> I meant, in general settings (ie, no special problem structure), that you need full Hessians for Newton’s method. And, regarding conjugate gradient, in (non-DL) settings that I’m used to, that for good results you need preconditioners which are also second order.

Yep, but often sparsity is present or the objective function is reasonably well-behaved. The former can save straight Newton; the latter will make nonlinear CG or quasi-Newton methods converge rapidly. (Quasi-Newton methods build a simple model of the Hessian from gradient and step information, usually using repeated low-rank modifications of a diagonal matrix. There are variants, like L-BFGS, that have an explicit, tunable limit on the number of additional vectors to be stored. This work really well for some reason---usually far better than gradient descent, and almost never more than a small constant factor slower)
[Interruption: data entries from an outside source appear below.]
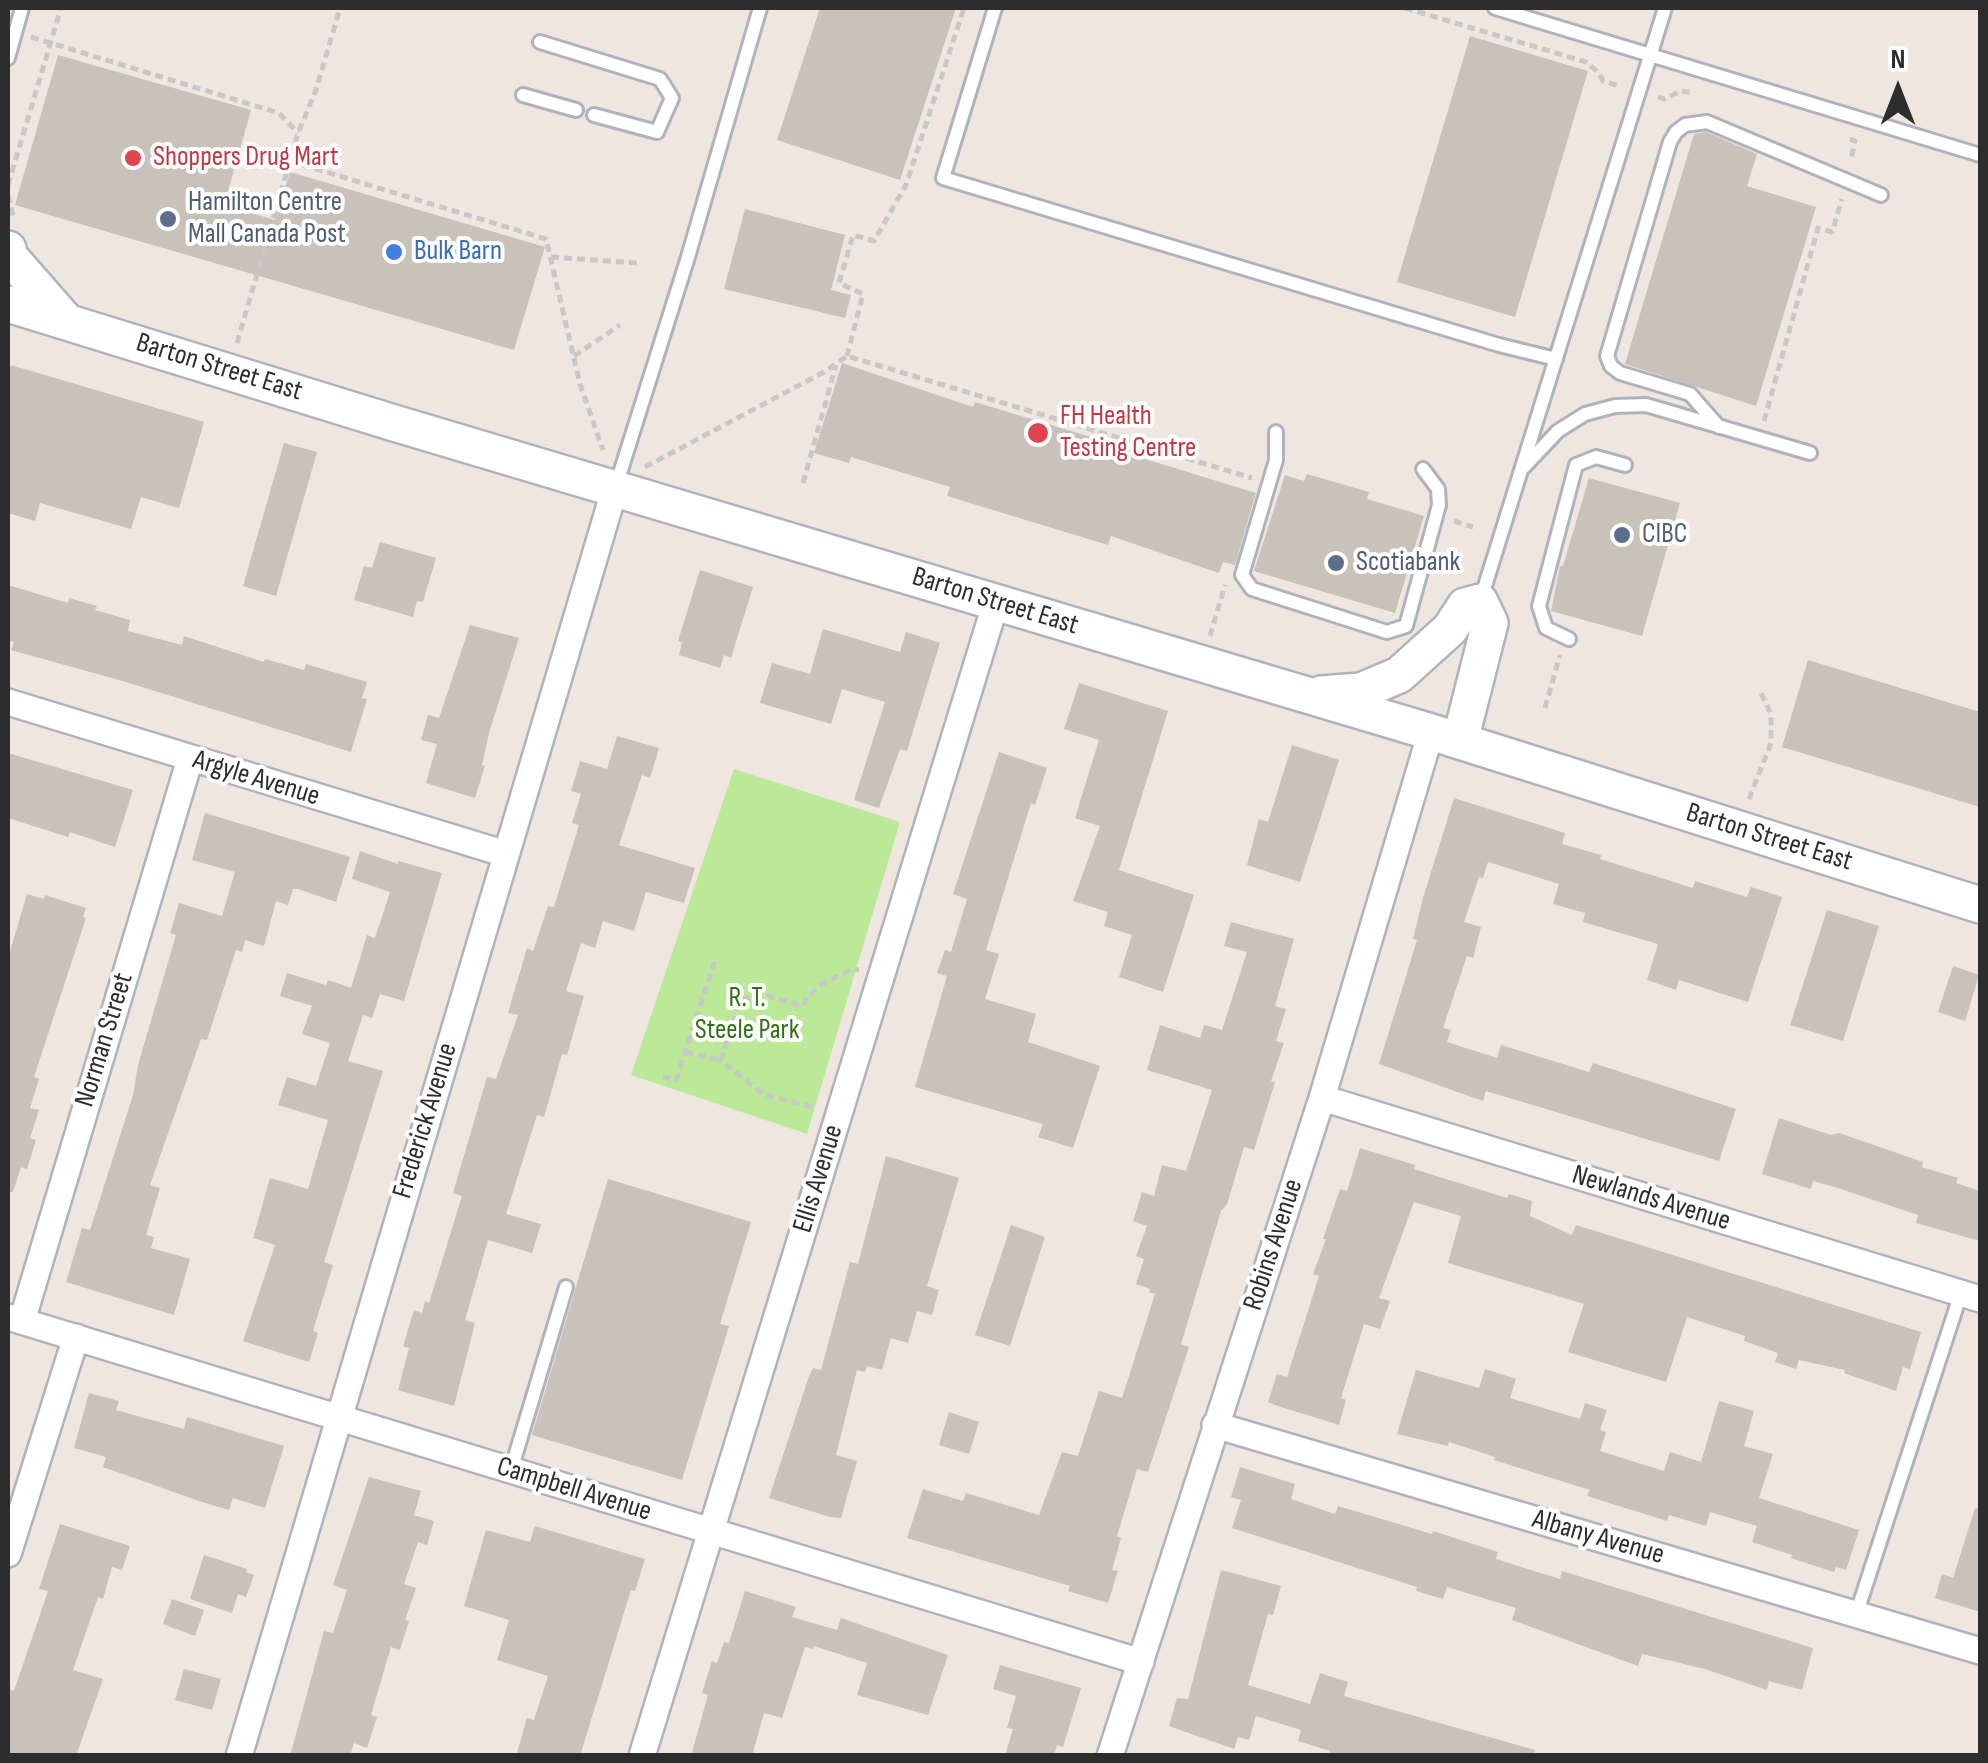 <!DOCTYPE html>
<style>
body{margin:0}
#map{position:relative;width:1988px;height:1763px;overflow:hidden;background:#efe6df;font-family:"Sofia Sans Condensed",sans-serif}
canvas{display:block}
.frame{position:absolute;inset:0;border:10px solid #2d2d2d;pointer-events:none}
.north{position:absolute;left:1848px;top:40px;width:100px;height:100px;-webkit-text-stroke:8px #fff;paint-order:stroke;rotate:0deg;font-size:28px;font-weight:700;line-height:40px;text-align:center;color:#2d2d2d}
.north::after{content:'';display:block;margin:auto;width:35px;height:45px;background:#2d2d2d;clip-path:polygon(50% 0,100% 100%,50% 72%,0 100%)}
</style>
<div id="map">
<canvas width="1988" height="1763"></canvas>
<div class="frame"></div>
<div class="north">N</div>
</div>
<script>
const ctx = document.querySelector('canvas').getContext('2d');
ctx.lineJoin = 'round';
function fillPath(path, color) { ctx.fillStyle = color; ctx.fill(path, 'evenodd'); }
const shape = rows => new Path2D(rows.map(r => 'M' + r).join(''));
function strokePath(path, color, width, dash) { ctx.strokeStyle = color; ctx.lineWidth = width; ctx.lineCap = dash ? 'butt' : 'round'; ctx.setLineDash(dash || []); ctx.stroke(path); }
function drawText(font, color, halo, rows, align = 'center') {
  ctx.font = font + ' "Sofia Sans Condensed",sans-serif'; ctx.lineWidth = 8; ctx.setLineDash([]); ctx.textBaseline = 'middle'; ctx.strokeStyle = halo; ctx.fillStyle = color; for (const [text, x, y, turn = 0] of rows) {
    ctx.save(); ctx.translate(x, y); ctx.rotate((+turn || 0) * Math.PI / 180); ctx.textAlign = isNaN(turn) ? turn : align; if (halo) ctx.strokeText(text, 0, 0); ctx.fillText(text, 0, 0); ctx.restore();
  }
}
const green = shape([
 [734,769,900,822,807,1134,631,1075]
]);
const building = shape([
 [820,8,956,8,900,180,777,140],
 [1470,36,1588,71,1515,317,1397,282],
 [58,55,251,110,224,205,275,220,290,172,545,247,514,350,15,205],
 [1706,132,1757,154,1747,186,1816,207,1756,406,1625,364,1694,134],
 [745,209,845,235,831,290,851,295,845,318,724,289],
 [842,363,973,407,975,402,1134,450,1132,455,1256,493,1235,565,1223,562,1219,573,1111,536,1108,545,947,496,950,487,851,457,849,463,814,453],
 [11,365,204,422,179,508,141,497,131,529,40,503,35,521,8,513,8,377],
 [284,443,317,452,276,596,243,586],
 [1307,474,1369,492,1367,499,1424,516,1395,613,1254,571,1285,475,1304,481],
 [1589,478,1680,503,1642,636,1551,611,1560,566,1563,566],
 [380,542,436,558,423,602,417,601,413,617,354,600,364,566,372,568],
 [700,570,753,587,731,658,724,655,720,668,679,655,682,642,678,641],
 [8,585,68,603,69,598,97,606,95,610,130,620,128,631,182,645,184,636,264,662,265,659,304,670,306,664,367,682,362,698,367,699,351,752,126,682,11,650,14,642,8,640],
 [470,625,519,638,489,733,482,765,485,766,475,798,426,783,437,744,421,740,428,715,439,718],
 [823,629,900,652,906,632,940,643,907,751,900,749,879,808,854,800,885,702,842,689,831,724,760,703,772,663,810,674],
 [1808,660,1980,712,1980,807,1782,747],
 [1079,683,1168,711,1119,870,1194,895,1163,992,1119,977,1132,935,1104,926,1108,912,1073,901,1100,826,1075,818,1099,740,1064,729],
 [617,736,659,748,650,778,642,775,619,845,695,868,684,903,646,892,634,931,603,921,595,948,581,943,566,991,584,996,567,1055,562,1054,544,1117,537,1115,506,1214,541,1224,532,1253,488,1240,465,1320,475,1323,454,1406,398,1390,409,1348,403,1346,414,1310,422,1313,425,1301,429,1303,462,1196,453,1193,487,1077,496,1079,518,1015,508,1013,527,948,533,951,548,906,554,907,579,825,572,823,581,794,571,791,580,761,607,769],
 [1292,745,1339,760,1300,882,1247,865,1259,819,1268,822],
 [999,752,1047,768,1035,805,1031,803,986,950,999,954,985,999,1036,1014,1028,1042,1100,1066,1073,1148,1038,1137,1043,1124,915,1087,947,976,937,973,945,950,951,952,967,899,953,894],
 [8,753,133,790,115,847,70,832,68,837,8,818],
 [1454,798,1565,833,1562,844,1601,855,1600,859,1693,888,1695,881,1747,897,1751,887,1782,897,1748,1002,1679,980,1676,990,1647,980,1658,944,1583,922,1585,913,1553,904,1559,884,1488,862,1483,878,1479,877,1464,922,1481,927,1473,958,1467,956,1443,1028,1451,1030,1447,1042,1497,1058,1501,1045,1589,1072,1593,1063,1736,1109,1719,1161,1486,1091,1483,1101,1379,1064,1417,940,1413,939,1423,898],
 [205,813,350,857,336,902,298,889,293,889,288,905,276,901,264,946,245,940,242,952,236,950,207,1040,201,1039,150,1185,160,1188,146,1235,154,1237,151,1248,190,1259,174,1315,66,1282,82,1228,90,1230,133,1095,138,1065,176,935,170,933,179,903,222,916,235,872,192,860],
 [360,851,398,864,398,861,442,873,404,1001,380,994,372,1018,363,1015,348,1061,383,1071,324,1262,333,1265,313,1331,318,1333,309,1362,243,1341,275,1245,253,1238,270,1178,308,1189,328,1120,278,1105,287,1077,316,1086,330,1043,302,1034,312,1006,280,996,287,973,326,985,328,980,351,988,367,935,375,938,390,892,352,879],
 [27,894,44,899,45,895,86,908,83,917,86,918,34,1077,39,1079,30,1108,39,1110,30,1138,36,1140,27,1169,21,1167,13,1192,8,1192,8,958],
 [1827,910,1879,926,1843,1041,1790,1025],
 [1231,922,1294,939,1275,1006,1286,1009,1276,1041,1284,1043,1271,1081,1275,1082,1254,1150,1244,1147,1227,1204,1221,1211,1181,1344,1189,1347,1148,1472,1137,1469,1117,1536,1121,1538,1112,1570,1118,1571,1108,1603,1068,1591,1070,1586,907,1538,923,1489,963,1501,966,1493,1039,1515,1062,1452,1078,1456,1099,1391,1122,1398,1155,1294,1149,1292,1150,1289,1136,1284,1144,1259,1136,1256,1147,1226,1133,1221,1142,1192,1154,1196,1162,1165,1186,1171,1212,1090,1147,1070,1160,1025,1200,1038,1204,1025,1222,1030,1247,952,1224,946],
 [1953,966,1979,975,1965,1021,1938,1012],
 [1779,1118,1831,1135,1839,1133,1923,1162,1922,1167,1958,1178,1956,1183,1980,1191,1980,1241,1916,1223,1918,1215,1838,1188,1813,1181,1811,1189,1762,1174],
 [1360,1148,1415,1165,1414,1169,1507,1198,1509,1194,1532,1201,1530,1216,1572,1235,1576,1225,1921,1332,1910,1369,1903,1367,1896,1391,1844,1373,1845,1370,1799,1360,1796,1369,1775,1362,1778,1353,1744,1341,1745,1336,1687,1317,1666,1382,1568,1352,1584,1304,1448,1263,1461,1216,1414,1202,1379,1298,1390,1301,1380,1329,1364,1324,1341,1398,1346,1400,1339,1425,1278,1406,1268,1402,1277,1374,1287,1377,1319,1276,1313,1274,1326,1239,1323,1239,1340,1189,1347,1191],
 [886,1156,959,1178,927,1286,939,1290,932,1315,917,1311,908,1343,891,1338,882,1370,867,1366,865,1372,857,1370,836,1455,857,1461,841,1518,830,1517,769,1498,808,1379,813,1368,821,1370,850,1262,858,1264],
 [608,1179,751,1222,720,1324,729,1326,682,1480,532,1435],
 [1011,1225,1045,1237,1010,1346,975,1335],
 [1485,1369,1516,1379,1510,1398,1580,1419,1585,1403,1607,1410,1600,1430,1606,1432,1600,1451,1664,1471,1670,1452,1701,1462,1719,1401,1754,1411,1744,1446,1773,1454,1759,1498,1859,1530,1846,1570,1836,1567,1834,1572,1791,1558,1792,1555,1752,1542,1757,1526,1710,1512,1706,1526,1669,1515,1667,1521,1587,1496,1590,1490,1494,1460,1495,1457,1449,1442,1448,1446,1397,1434,1416,1370,1479,1388],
 [89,1393,119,1401,116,1410,184,1429,187,1417,284,1446,265,1508,233,1498,229,1510,202,1502,103,1467,106,1457,74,1448],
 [949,1412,979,1422,969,1454,939,1445],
 [1240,1467,1295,1484,1291,1499,1335,1514,1338,1506,1432,1534,1433,1531,1498,1552,1496,1559,1560,1579,1562,1571,1813,1648,1802,1690,1769,1681,1767,1690,1705,1669,1642,1654,1638,1666,1512,1620,1516,1608,1447,1587,1443,1599,1416,1591,1417,1587,1232,1528,1241,1500,1231,1497],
 [369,1477,421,1491,414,1515,434,1521,427,1545,418,1542,404,1584,416,1588,405,1620,409,1621,400,1650,391,1647,371,1715,377,1717,367,1748,354,1743,350,1756,290,1756,324,1631,333,1633,347,1590,333,1585],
 [1975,1508,1980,1509,1980,1612,1935,1598,1942,1574,1953,1578],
 [60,1524,130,1546,122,1570,112,1567,103,1599,98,1597,73,1670,103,1679,76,1756,8,1756,8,1689,14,1691,48,1591,39,1589],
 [535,1526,645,1559,635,1591,631,1590,580,1756,516,1756,527,1718,534,1720,548,1676,497,1660,509,1620,464,1606,486,1530,530,1542],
 [204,1555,247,1569,246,1572,254,1575,246,1597,238,1594,232,1613,190,1599],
 [1221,1570,1281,1586,1273,1615,1268,1614,1248,1685,1310,1704,1320,1673,1348,1682,1344,1696,1535,1750,1534,1756,1328,1756,1330,1751,1298,1741,1301,1730,1256,1716,1249,1740,1238,1737,1234,1749,1169,1726,1177,1698,1188,1699],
 [745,1591,796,1607,792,1617,837,1630,841,1618,948,1655,928,1715,857,1695,867,1663,814,1646,813,1649,805,1647,782,1718,764,1713,752,1756,691,1756,708,1695,702,1693,712,1661,717,1663,724,1642,729,1643],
 [172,1599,204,1610,195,1636,163,1624],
 [1000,1665,1081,1688,1063,1747,1057,1745,1054,1756,1005,1756,1013,1729,1007,1728,1016,1696,993,1689],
 [184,1669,221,1679,212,1710,175,1700]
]);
const path = shape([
 [1405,8,1586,62,1599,73,1603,81,1619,86],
 [31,37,279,113,298,133],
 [1658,97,1664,99,1681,91,1695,93],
 [1850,139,1855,141,1851,159],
 [290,161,546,239,580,384,603,450],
 [8,185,61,8],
 [8,195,13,216],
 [551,257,637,263],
 [237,343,298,133,316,90,340,8],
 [574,356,620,325],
 [847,356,863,294,839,283,853,235,874,241,906,185,964,8],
 [1764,421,1818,228,1832,232,1842,199],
 [645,467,824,372,847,356,1252,478],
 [803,483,836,365],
 [1454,521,1473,527],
 [1210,636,1225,585],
 [1545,708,1560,655],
 [1749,799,1771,743,1771,714,1761,693],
 [685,1052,720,1060],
 [663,1077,676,1080,716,957],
 [812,1107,763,1094,721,1060,740,1001,759,993,803,1006,807,997,822,984,852,969,859,970]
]);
const service = shape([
 [995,8,943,178,1499,345,1556,359],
 [1495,8,1980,155],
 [540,42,660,79,672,98,657,132,594,115],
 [8,58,22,8],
 [523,95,576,110],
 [1719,427,1690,394,1620,373,1611,366,1607,356,1670,142,1676,132,1685,125,1707,122,1881,195],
 [1276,432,1276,460,1242,575,1252,589,1387,632,1406,626,1439,505,1438,489,1423,469],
 [1524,467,1558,431,1585,414,1615,406,1646,405,1810,453],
 [616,486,688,257,760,8],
 [1480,602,1665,8],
 [1569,639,1546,628,1539,606,1576,465,1596,457,1625,465],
 [511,1470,566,1287],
 [1856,1615,1961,1293]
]);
const minor = shape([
 [8,702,506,854],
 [1322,1098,1980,1299],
 [8,1317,1141,1662],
 [22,1321,190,759],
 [1215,1425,1980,1651],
 [8,1554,76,1337],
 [239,1756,615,488],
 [642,1756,996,602],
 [1110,1756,1322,1098,1431,732]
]);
const secondary = shape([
 [8,249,10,257,66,321],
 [8,304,394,423,1431,732,1980,905],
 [1321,694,1361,691,1399,675,1450,629,1465,606,1480,602,1490,623,1460,741]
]);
const markers = [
 [133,158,10,"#e0444e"],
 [168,219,10,"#5c6f8a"],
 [394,252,10,"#3f7fe0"],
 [1038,433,12,"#e0444e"],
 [1622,535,10,"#5c6f8a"],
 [1336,563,10,"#5c6f8a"]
];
const healthNames = [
 ["Shoppers Drug Mart",153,158],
 ["FH Health",1060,417],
 ["Testing Centre",1060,449]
];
const serviceNames = [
 ["Hamilton Centre",188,203],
 ["Mall Canada Post",188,235],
 ["CIBC",1642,535],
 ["Scotiabank",1356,563]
];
const shopNames = [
 ["Bulk Barn",414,252]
];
const streetNames = [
 ["Barton Street East",219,368,17],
 ["Barton Street East",995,602,17],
 ["Argyle Avenue",256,779,17],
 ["Barton Street East",1769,838,17],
 ["Norman Street",105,1040,-73],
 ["Frederick Avenue",426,1121,-73],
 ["Ellis Avenue",819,1179,-73],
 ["Newlands Avenue",1651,1199,17],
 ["Robins Avenue",1274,1245,-72],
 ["Campbell Avenue",574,1490,17],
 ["Albany Avenue",1598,1538,16]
];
const parkNames = [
 ["R. T.",747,999],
 ["Steele Park",747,1031]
];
fillPath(green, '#bbe998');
fillPath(building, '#c8c2ba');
strokePath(service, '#afb3bd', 18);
strokePath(minor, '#afb3bd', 30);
strokePath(secondary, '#afb3bd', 40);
strokePath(path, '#c8c8c8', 5, [8, 5]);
strokePath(service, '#fff', 12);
strokePath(minor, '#fff', 25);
strokePath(secondary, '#fff', 35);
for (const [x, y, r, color] of markers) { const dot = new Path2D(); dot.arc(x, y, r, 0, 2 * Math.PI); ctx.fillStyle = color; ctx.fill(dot); strokePath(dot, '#fff', 4); }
drawText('28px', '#be3a42', '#fff', healthNames, 'left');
drawText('28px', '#4e5e75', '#fff', serviceNames, 'left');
drawText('28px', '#366cbe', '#fff', shopNames, 'left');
drawText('28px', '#2d2d2d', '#fff', streetNames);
drawText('28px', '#317116', '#fff', parkNames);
</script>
> Could you provide a reference to a 10^7 size problem that is being optimized with Newton’s method? I’d be indebted.

Interior-point methods for linear programming form the Hessian of a barrier function at each iteration, then (sparse) Cholesky factorise it, then do a few backsolves to find a search direction. (Special hacks generally go into these "few backsolves" to speed convergence.) This is a damped Newton method. Commercial implementations include CPLEX, Gurobi, and MOSEK; there are a great many less-commercial implementations as well.

Chih-Jen Lin's LIBLINEAR uses a truncated Newton method (solve Hessian*direction=gradient by linear conjugate gradient, stopping early when sufficient accuracy has been obtained to take a step) to create linear classifiers for data.